Anglu Xuereb this evening described the scene in the Sliema apartment where his son-in-law Duncan Zammit and Nicholas Gera died of multiple stab wounds on New Year's Day.
Speaking on Bondi Plus, he said that his daughter Claire Zammit Xuereb had not known Nicholas Gera and tried to ask him who he was and why he had entered the apartment, as she phoned the emergency services.
She is insisting that Mr Gera was armed with two knives when he attacked her husband who was sleeping beside her in the main bedroom of their Sliema penthouse.
Mr Xuereb said that when she was questioned by the police, Claire refused to be assisted by a lawyer.
Mr Xuereb also gave other details such as that Mr Zammit’s body was found on Mr Gera’s and there was blood spattered all over the doors near the bedroom and the dressing room (see video).
Mr Xuereb also relayed his daughter’s readiness to forgive Mr Gera with the passage of time because he “surely did not know what he was doing”.
Tanya Gera, who had adopted Nicholas and his brothers from Bosnia, said nobody was telling the family anything, not even the police.
“I am reading a lot of things in the media but I do not know if they are true or not,” she said, still visibly shocked at what happened to her son and Mr Zammit.
She spoke of how on New Year’s Day in the morning, policemen called at her house asking to speak to Nicholas. She found he was not at home. They returned later and told her he had died.
Mrs Gera said she was very shocked.
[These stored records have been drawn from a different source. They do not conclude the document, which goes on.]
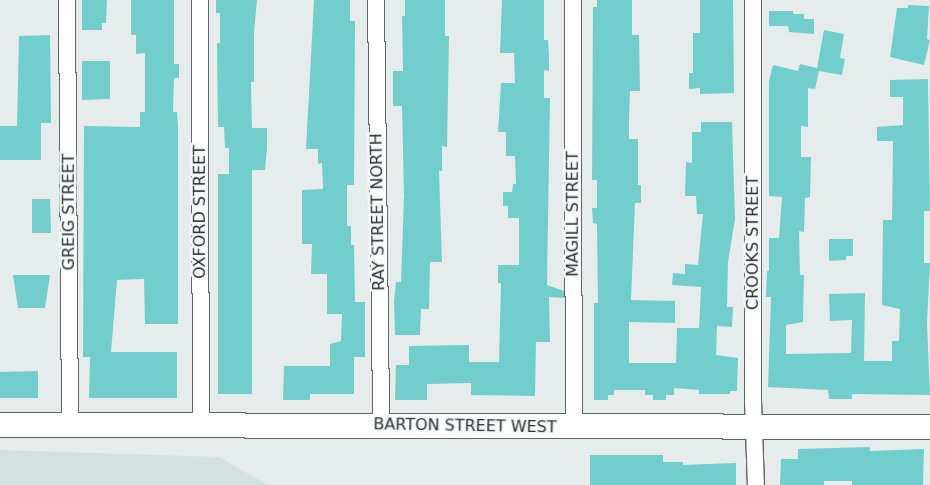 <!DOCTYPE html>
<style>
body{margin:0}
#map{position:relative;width:930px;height:485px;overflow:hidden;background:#e6ecec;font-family:"DejaVu Sans",sans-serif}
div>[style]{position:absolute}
.built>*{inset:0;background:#d3e1e0}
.building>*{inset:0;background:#72cecd}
.roads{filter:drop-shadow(1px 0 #606565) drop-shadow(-1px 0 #606565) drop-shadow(0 1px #606565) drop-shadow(0 -1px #606565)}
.street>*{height:16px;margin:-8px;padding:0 8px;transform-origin:8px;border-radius:8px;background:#fff}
.secondary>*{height:24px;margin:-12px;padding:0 12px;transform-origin:12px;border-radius:12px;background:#fff}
span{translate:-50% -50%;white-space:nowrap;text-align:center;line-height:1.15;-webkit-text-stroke:5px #f4f9f9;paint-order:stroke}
.street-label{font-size:16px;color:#2c2e2e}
</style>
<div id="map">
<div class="built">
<i style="clip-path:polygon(0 450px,219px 457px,268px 485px,0 485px)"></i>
</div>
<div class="building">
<i style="clip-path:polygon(82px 0,107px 0,106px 23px,102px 23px,102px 30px,82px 30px)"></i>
<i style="clip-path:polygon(131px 0,174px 0,174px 64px,179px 64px,179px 78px,174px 78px,173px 112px,177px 112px,178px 126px,178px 324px,145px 324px,144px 279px,117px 280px,111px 352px,177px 352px,177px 398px,89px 398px,90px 357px,83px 357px,84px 126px,140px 127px,140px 112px,145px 112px,145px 53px,136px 54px,136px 35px,131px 35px)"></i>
<i style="clip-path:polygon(216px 0,257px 0,254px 32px,254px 82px,251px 82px,252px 128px,267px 128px,267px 148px,265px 170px,252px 170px,252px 394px,218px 394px,218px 174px,229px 174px,229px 148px,225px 148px,224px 127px,218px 127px,217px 43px,220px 43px,220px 13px,216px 13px)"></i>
<i style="clip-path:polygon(314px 0,350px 0,350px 21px,355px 21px,354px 185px,347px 185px,347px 226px,351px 226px,351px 245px,354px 245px,355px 302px,365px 302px,365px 357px,354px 357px,354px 394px,310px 394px,310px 400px,283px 400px,284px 366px,330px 366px,330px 344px,341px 341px,342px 314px,327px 314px,327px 274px,311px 274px,312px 244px,302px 244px,302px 190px,323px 189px,322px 163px,318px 164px,318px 149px,306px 149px)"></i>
<i style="clip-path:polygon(405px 0,445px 0,445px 36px,449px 36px,447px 147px,442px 146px,442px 171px,439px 171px,442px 262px,430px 262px,429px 309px,421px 309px,420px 335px,395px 335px,394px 301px,396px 282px,401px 282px,404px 196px,402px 106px,393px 106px,393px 71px,403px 71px,402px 16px,405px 16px)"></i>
<i style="clip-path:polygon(502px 0,544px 0,544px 40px,548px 40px,549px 56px,549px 71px,544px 70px,544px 98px,550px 98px,547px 285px,564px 291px,564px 298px,549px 297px,550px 342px,536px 342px,535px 396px,471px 395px,471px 383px,427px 384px,427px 400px,395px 400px,396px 365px,409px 365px,409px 346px,469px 345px,469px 362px,499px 362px,501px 283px,498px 283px,498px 265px,519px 265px,519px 218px,508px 218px,508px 206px,503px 206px,503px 192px,512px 192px,513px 184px,516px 184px,515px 156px,506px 156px,506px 132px,498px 132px,501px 83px,515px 83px,514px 53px,500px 53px)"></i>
<i style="clip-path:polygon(597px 0,632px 0,632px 35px,639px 35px,640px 91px,630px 91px,629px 120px,629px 139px,638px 139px,638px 185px,641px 185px,641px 203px,635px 203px,631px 300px,675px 301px,675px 323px,629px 322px,629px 363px,676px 363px,677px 328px,699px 328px,701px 287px,672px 285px,673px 273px,685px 274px,685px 264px,698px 265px,703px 214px,697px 214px,696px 196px,685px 196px,686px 162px,692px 163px,692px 132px,701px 132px,701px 122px,732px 122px,735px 219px,728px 262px,727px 307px,733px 307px,732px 327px,717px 326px,716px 355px,738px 358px,737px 391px,730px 391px,730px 394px,699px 394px,699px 390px,674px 388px,674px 395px,666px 395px,666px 400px,653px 400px,653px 395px,645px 395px,645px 390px,614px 390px,614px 395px,608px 395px,608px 400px,594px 400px,594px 303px,598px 303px,597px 224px,593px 223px,592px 208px,597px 208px,597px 180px,592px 180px,593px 7px,597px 7px)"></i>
<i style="clip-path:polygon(700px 0,733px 0,734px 93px,700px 94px,700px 88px,689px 89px,689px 73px,693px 73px,693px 33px,700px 33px)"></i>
<i style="clip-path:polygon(908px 5px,929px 6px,927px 39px,930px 40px,924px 65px,890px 57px,897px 8px,908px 8px)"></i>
<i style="clip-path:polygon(769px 11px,793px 11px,793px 14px,804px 14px,804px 19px,814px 19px,814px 34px,789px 32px,788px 26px,769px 26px)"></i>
<i style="clip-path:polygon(824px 30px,844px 34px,840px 58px,845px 59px,842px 75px,819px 71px,815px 89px,808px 88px,808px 127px,801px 126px,801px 157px,811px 157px,810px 197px,805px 198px,804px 232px,799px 231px,800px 275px,804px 275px,803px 322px,786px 325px,786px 354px,851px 353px,852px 320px,830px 321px,829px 294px,865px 293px,864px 361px,892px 361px,892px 341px,899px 341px,900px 309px,882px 305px,883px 220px,892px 220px,893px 141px,877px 141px,877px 127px,903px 125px,903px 97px,890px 97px,890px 80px,928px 79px,930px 211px,924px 211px,924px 263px,930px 263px,927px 323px,930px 395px,852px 394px,852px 399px,829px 399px,828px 390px,768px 387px,771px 297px,766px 297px,767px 271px,769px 271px,769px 238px,779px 238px,782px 197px,769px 196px,769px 81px,773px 65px,798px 71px,800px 64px,817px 68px)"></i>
<i style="clip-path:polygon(50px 35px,51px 123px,41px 123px,41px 160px,0 160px,0 126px,17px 126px,19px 36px)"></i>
<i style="clip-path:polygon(82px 61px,110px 61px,110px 99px,82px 100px)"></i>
<i style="clip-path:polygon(32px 199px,50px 199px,51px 233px,32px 233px)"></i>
<i style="clip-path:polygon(829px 239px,853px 239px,853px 256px,846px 256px,846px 260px,829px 261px)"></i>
<i style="clip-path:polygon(13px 275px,50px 275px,45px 308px,18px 308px)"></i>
<i style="clip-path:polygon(38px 371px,38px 398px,0 398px,0 372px)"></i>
<i style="clip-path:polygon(870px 447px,870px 451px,924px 449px,923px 485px,852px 485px,852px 481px,824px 481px,824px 485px,780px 485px,781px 459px,798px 459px,798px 449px)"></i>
<i style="clip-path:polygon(590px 455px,663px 455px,663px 462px,683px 462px,683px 465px,736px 463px,736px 485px,590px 485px)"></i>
</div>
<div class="roads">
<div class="street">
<i style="left:67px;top:0;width:424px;rotate:89.6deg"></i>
<i style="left:200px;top:0;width:424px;rotate:89.9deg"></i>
<i style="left:376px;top:0;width:425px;rotate:89.3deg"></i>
<i style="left:573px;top:0;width:428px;rotate:89.9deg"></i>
<i style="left:753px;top:0;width:401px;rotate:90deg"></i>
<i style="left:753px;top:401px;width:84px;rotate:88deg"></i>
</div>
<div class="secondary">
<i style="left:0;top:425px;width:930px;rotate:0.12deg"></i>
</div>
</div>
<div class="street-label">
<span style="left:69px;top:212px;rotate:-90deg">GREIG STREET</span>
<span style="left:200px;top:212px;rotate:-90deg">OXFORD STREET</span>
<span style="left:378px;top:212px;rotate:-91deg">RAY STREET NORTH</span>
<span style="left:573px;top:214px;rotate:-90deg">MAGILL STREET</span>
<span style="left:753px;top:243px;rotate:-90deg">CROOKS STREET</span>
<span style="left:465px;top:426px;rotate:1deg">BARTON STREET WEST</span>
</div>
</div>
The day before, Nicholas had told her he would be working late, and he asked her not to wake him up early. She had therefore thought he was still in his bedroom when the police called the first time.
“Nicky was a quiet boy, he rarely went out, he was a family boy, always with us and always joking.”
She said that Nicholas never mentioned Duncan Zammit.
Veteran forensic expert Anthony Abela Medici said forensic tests would have established the direction of each and every stab wound and that could lead investigators to determine how the “presumed” fight between the two men developed.
Dr Abela Medici said the police will be trying to establish a connection or relationship of sorts between the two men.
The autopsy, he added, would reveal the type of injuries sustained and how. Other tests would determine whether the men had drugs or alcohol in their body and any tendencies.
Dr Abela Medici said CCTV footage from various outlets on the route between Paceville – where Mr Gera was working on New Year’s Eve – and Sliema – where the deadly fight took place – could give investigators important information.